Some U.S. cities, states and other countries have either banned plastic bags or are working on a plan to do so, but that only touches the surface of what Costa Rica wants to do. Forks, lids, coffee stirrers, water bottles, and a multitude of other products would be prohibited under the ban. 
In the last half-century, use of plastic has increased 20-fold. There appears to be no place on Earth that is untouched by plastic waste. Even the Mariana trench – the deepest part of the world’s oceans – is littered with plastic. In a report published last year by the World Economic Forum and the Ellen MacArthur foundation, experts estimate there will be more bits of plastic in the sea than fish by 2050.
Some 40,000 tons of solid waste is produced in Costa Rica every year, and 20% of it never makes its way to a recycling center or landfill. Instead, the waste ends up in Costa Rican rivers, beaches, and forests.
The country already has plans in place to be carbon-neutral by 2021, partly by ditching fossil fuels. It is also actively trying to restore its forests and protect wildlife.
The effort is being spearheaded by Costa Rica’s Ministries of Health and Environment and Energy, with the support of the United Nations Development Programme (UNDP) and local governments, as well as civil society and various private sector groups. 
In a joint statement, Environment and Energy minister Edgar Gutiérrez, Health minister María Esther Anchía, and resident representative for UNDP Costa Rica Alice Shackelford, said:
“Being a country free of single use plastics is our mantra and our mission.
It’s not going to be easy, and the government can’t do it alone. To promote these changes, we need all sectors—public and private—to commit to actions to replace single-use plastic through five strategic actions: municipal incentives, policies and institutional guidelines for suppliers; replacement of single-use plastic products; research and development—and investment in strategic initiatives.
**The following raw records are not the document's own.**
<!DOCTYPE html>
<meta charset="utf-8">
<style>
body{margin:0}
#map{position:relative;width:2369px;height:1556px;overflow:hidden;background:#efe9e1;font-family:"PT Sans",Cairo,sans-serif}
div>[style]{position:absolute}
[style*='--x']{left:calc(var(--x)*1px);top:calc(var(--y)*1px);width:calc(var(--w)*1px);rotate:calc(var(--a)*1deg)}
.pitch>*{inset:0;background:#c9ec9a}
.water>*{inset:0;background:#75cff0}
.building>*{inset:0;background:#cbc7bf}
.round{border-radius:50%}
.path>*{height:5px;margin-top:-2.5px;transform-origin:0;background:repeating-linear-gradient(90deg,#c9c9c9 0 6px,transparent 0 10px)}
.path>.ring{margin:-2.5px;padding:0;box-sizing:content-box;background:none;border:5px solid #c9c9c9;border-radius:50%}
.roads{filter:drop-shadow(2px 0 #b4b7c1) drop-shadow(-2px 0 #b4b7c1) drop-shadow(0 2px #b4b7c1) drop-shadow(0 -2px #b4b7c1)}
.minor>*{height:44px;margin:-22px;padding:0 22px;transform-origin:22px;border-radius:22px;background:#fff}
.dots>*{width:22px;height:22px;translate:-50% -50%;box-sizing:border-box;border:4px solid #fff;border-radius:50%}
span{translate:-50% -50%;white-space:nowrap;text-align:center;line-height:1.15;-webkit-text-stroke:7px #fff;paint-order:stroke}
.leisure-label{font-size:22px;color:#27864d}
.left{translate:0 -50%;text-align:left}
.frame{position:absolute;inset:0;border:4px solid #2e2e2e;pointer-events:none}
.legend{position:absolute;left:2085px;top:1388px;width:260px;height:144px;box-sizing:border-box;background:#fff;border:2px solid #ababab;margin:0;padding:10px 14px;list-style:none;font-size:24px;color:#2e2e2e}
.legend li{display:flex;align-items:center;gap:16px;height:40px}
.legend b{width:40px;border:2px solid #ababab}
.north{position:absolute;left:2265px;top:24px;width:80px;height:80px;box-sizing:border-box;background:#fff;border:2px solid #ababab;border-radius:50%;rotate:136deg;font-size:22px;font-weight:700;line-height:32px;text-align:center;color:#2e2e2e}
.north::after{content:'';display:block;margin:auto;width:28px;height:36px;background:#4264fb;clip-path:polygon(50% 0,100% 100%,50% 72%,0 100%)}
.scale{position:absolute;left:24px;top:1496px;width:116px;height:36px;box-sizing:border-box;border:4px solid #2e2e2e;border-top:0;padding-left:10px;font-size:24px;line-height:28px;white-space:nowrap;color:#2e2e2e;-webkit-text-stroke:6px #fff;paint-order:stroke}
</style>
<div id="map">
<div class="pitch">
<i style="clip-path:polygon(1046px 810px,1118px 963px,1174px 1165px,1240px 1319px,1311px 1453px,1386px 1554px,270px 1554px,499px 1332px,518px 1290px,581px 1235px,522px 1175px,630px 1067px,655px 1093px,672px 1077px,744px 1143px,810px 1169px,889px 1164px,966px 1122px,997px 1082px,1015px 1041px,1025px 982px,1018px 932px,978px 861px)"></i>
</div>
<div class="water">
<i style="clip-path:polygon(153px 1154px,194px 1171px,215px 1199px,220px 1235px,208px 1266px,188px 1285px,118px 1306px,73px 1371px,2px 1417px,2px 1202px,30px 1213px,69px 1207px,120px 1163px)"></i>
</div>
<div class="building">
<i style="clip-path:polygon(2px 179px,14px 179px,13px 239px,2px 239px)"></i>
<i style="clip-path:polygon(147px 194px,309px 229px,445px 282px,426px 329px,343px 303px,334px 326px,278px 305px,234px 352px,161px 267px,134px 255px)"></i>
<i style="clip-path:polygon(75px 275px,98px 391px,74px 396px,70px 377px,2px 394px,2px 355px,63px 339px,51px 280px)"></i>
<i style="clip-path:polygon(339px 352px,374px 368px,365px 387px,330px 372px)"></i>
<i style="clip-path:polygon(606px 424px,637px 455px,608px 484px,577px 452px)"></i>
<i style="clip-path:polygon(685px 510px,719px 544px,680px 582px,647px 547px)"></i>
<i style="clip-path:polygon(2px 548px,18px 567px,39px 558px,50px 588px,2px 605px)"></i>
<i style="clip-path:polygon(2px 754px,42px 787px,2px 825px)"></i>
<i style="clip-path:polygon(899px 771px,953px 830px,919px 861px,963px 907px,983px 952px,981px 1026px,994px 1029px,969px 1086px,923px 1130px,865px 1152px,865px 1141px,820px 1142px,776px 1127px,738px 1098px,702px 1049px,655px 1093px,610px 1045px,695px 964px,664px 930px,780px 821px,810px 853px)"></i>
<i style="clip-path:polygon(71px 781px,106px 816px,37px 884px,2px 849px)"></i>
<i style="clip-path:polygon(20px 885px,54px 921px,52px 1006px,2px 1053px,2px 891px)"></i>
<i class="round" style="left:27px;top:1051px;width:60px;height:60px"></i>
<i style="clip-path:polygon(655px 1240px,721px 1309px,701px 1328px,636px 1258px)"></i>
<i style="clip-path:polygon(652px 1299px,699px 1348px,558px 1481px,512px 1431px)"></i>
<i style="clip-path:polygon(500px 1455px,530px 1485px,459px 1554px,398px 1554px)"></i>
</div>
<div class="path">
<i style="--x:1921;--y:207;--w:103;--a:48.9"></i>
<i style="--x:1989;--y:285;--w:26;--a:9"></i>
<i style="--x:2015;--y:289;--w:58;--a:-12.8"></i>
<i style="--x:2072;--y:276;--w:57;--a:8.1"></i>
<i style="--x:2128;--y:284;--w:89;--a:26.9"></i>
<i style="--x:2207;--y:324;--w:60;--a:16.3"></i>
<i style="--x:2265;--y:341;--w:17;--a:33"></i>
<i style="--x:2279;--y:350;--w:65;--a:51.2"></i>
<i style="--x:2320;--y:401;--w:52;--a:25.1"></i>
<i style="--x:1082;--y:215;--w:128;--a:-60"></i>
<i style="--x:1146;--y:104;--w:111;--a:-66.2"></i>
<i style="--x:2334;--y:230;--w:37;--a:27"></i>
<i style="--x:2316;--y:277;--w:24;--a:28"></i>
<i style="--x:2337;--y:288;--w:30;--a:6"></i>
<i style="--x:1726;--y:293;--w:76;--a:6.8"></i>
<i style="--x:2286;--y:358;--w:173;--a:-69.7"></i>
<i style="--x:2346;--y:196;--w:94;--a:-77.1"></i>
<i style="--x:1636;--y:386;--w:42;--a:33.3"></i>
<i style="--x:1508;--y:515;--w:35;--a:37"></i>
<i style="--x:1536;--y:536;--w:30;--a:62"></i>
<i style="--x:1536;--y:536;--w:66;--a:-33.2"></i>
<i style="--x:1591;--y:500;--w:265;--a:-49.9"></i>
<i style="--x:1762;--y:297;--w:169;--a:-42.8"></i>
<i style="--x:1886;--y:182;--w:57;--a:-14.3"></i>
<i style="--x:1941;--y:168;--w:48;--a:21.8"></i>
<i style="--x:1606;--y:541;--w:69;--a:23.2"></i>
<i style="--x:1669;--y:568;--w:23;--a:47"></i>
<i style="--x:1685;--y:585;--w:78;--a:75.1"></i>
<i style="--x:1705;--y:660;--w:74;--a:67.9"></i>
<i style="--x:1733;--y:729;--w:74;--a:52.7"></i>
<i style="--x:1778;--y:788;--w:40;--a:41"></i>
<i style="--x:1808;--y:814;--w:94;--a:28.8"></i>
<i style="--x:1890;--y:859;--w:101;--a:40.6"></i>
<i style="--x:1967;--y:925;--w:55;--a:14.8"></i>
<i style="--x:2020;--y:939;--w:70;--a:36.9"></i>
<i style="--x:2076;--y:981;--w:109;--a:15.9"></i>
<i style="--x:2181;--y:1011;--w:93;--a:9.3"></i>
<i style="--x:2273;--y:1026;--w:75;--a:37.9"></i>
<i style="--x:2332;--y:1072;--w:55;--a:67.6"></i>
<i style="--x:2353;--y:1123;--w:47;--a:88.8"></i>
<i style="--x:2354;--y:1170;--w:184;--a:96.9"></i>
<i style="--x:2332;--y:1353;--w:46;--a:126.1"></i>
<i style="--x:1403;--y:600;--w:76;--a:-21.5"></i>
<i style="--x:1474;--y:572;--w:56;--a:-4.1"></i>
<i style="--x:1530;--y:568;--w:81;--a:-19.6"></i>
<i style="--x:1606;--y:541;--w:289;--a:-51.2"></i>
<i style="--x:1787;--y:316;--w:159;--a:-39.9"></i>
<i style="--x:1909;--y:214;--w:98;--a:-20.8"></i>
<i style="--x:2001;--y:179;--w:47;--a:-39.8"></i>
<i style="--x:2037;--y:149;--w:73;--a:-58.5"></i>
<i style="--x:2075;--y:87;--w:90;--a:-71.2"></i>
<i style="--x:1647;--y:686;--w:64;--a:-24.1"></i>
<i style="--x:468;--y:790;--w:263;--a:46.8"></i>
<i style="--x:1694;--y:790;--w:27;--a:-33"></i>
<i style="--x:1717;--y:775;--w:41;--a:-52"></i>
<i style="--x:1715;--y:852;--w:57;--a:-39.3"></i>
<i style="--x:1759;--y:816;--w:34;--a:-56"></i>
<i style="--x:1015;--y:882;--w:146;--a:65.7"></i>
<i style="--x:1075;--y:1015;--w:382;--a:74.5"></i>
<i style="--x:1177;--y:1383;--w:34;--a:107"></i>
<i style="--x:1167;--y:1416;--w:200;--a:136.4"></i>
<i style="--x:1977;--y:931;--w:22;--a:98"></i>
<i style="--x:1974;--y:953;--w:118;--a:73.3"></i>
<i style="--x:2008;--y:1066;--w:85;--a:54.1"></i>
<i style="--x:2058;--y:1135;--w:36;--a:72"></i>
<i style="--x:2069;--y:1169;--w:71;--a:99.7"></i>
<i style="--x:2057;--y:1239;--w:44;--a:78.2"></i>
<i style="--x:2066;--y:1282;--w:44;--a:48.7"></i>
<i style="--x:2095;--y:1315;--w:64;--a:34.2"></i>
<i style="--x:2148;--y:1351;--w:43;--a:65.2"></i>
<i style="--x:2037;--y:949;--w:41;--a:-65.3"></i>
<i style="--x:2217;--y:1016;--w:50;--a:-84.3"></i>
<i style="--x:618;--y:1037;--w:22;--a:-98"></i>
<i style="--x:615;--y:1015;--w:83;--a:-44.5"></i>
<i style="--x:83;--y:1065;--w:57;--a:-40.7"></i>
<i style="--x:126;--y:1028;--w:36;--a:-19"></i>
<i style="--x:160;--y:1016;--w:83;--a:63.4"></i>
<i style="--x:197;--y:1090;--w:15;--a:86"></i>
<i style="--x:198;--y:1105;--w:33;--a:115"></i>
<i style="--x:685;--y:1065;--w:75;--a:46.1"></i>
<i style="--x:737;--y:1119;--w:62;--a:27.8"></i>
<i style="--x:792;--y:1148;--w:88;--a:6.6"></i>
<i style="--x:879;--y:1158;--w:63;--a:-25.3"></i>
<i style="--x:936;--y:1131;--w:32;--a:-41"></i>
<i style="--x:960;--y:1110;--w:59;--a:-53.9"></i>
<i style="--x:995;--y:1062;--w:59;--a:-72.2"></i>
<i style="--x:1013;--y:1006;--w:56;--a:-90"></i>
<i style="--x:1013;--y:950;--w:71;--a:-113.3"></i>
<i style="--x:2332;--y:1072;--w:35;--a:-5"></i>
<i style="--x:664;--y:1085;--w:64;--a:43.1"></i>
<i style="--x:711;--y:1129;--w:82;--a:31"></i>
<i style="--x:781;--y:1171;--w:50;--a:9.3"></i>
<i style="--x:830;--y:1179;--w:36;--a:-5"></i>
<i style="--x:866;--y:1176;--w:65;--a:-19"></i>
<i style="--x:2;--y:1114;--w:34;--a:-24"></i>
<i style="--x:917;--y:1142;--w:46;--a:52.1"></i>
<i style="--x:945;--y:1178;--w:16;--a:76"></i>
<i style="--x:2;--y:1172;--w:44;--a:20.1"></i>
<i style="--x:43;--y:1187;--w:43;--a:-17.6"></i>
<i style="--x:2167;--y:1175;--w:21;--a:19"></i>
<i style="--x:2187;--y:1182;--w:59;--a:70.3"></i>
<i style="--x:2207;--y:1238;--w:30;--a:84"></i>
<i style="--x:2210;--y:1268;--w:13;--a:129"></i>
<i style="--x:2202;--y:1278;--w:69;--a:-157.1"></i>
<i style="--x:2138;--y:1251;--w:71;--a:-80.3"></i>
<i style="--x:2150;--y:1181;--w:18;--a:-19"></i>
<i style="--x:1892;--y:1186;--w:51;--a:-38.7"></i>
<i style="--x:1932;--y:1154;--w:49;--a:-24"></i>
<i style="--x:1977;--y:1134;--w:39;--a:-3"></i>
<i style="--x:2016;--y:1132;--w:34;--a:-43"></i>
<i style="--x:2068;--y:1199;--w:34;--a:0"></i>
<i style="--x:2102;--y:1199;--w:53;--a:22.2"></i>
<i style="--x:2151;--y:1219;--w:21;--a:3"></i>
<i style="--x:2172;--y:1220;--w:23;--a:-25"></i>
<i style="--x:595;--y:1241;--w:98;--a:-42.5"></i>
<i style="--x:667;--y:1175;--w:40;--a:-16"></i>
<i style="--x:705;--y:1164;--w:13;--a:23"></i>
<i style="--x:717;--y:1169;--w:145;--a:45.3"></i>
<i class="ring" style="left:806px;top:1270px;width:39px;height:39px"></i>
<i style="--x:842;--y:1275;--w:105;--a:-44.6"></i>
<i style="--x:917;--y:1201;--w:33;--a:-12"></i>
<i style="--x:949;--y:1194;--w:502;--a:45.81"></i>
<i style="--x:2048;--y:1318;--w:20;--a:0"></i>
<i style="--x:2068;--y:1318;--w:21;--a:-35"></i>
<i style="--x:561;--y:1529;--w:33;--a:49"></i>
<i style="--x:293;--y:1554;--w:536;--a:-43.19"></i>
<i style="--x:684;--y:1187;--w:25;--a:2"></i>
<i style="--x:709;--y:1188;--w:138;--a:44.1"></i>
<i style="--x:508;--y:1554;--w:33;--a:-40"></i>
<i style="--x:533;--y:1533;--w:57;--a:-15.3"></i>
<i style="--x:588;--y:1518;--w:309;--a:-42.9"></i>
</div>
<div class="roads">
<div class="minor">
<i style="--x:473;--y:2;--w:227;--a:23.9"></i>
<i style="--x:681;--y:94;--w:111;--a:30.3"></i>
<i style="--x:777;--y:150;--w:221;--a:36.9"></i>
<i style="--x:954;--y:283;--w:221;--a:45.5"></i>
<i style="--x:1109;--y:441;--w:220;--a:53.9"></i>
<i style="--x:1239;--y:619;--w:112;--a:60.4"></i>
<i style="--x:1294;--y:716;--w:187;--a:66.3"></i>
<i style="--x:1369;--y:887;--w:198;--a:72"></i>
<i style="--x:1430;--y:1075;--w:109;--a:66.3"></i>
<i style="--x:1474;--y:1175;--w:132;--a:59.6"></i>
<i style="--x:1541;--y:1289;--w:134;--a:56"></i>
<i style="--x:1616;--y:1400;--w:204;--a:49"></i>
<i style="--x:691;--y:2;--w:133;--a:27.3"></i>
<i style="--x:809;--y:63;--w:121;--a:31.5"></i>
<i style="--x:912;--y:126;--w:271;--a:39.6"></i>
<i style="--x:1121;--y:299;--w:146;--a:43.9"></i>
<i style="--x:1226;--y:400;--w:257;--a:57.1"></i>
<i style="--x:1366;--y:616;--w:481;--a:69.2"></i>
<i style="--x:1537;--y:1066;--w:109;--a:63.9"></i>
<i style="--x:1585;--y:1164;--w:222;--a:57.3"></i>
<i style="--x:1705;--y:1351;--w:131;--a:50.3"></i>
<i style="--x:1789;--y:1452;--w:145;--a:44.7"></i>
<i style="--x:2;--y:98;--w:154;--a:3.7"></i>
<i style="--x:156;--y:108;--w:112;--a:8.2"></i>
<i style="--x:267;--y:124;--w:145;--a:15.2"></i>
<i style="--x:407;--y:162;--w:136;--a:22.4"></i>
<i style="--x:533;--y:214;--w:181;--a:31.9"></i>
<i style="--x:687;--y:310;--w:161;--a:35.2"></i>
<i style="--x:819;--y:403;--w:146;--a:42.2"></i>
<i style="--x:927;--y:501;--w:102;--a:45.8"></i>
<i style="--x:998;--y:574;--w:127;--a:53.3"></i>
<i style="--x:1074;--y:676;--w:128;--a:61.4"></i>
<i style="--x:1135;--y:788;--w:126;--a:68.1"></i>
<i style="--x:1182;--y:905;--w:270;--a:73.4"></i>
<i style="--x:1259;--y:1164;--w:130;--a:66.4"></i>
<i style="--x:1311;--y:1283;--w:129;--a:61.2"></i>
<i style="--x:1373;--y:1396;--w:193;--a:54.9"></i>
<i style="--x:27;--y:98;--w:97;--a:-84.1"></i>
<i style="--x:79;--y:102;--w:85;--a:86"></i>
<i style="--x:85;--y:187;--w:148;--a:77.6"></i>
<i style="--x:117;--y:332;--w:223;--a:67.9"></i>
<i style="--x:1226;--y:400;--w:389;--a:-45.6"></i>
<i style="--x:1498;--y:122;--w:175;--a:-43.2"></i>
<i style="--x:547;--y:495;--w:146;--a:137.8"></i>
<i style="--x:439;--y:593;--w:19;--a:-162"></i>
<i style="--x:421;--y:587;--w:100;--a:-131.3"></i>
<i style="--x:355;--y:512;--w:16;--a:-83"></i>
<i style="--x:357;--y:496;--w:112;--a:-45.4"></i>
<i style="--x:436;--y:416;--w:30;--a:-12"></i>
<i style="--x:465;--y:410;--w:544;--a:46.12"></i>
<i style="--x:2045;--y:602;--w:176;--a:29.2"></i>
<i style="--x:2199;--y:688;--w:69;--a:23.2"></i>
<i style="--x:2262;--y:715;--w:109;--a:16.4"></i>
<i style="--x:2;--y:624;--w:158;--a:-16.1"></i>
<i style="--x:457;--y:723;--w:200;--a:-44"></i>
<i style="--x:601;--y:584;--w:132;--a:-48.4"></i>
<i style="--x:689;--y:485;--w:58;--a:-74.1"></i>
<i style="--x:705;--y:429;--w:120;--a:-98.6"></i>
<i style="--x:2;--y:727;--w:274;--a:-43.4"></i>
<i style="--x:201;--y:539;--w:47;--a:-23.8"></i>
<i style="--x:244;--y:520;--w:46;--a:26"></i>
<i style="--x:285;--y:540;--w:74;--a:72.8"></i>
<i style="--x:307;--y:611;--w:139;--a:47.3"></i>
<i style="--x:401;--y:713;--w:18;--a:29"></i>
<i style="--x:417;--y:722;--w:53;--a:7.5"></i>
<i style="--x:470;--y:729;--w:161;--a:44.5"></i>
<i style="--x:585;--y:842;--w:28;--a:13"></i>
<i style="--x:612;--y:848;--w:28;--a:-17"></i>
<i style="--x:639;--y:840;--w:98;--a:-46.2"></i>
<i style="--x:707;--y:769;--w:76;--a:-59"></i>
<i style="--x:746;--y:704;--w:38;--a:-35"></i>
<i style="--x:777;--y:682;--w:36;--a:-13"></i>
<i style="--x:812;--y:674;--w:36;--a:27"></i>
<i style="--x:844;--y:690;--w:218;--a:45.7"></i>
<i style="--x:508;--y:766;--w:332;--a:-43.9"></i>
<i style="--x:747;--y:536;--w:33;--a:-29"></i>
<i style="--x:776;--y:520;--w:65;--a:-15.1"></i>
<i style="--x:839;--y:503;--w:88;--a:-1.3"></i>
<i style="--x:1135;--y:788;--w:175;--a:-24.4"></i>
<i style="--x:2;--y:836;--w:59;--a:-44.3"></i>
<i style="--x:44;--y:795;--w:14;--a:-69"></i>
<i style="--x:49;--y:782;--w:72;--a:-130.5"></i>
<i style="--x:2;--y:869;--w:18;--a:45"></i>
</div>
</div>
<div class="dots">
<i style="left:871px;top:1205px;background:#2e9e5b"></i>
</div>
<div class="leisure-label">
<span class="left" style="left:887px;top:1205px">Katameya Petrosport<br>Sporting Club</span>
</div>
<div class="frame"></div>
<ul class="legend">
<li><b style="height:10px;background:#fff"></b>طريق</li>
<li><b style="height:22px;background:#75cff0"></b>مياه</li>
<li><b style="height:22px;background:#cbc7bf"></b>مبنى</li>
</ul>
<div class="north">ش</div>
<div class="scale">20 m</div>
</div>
We also need the leadership and participation of all: women, men, boys and girls.”
Costa Rican researchers have been busily working toward replacing traditional plastics. For example, 3 university students developed a material made from bananas that is 5 times more resistant than regular plastic bags. The material disintegrates within 18 months. The downside of this material, however, is that it is equipped with a pesticide-releasing system. 
Other solutions are clearly needed in the near future.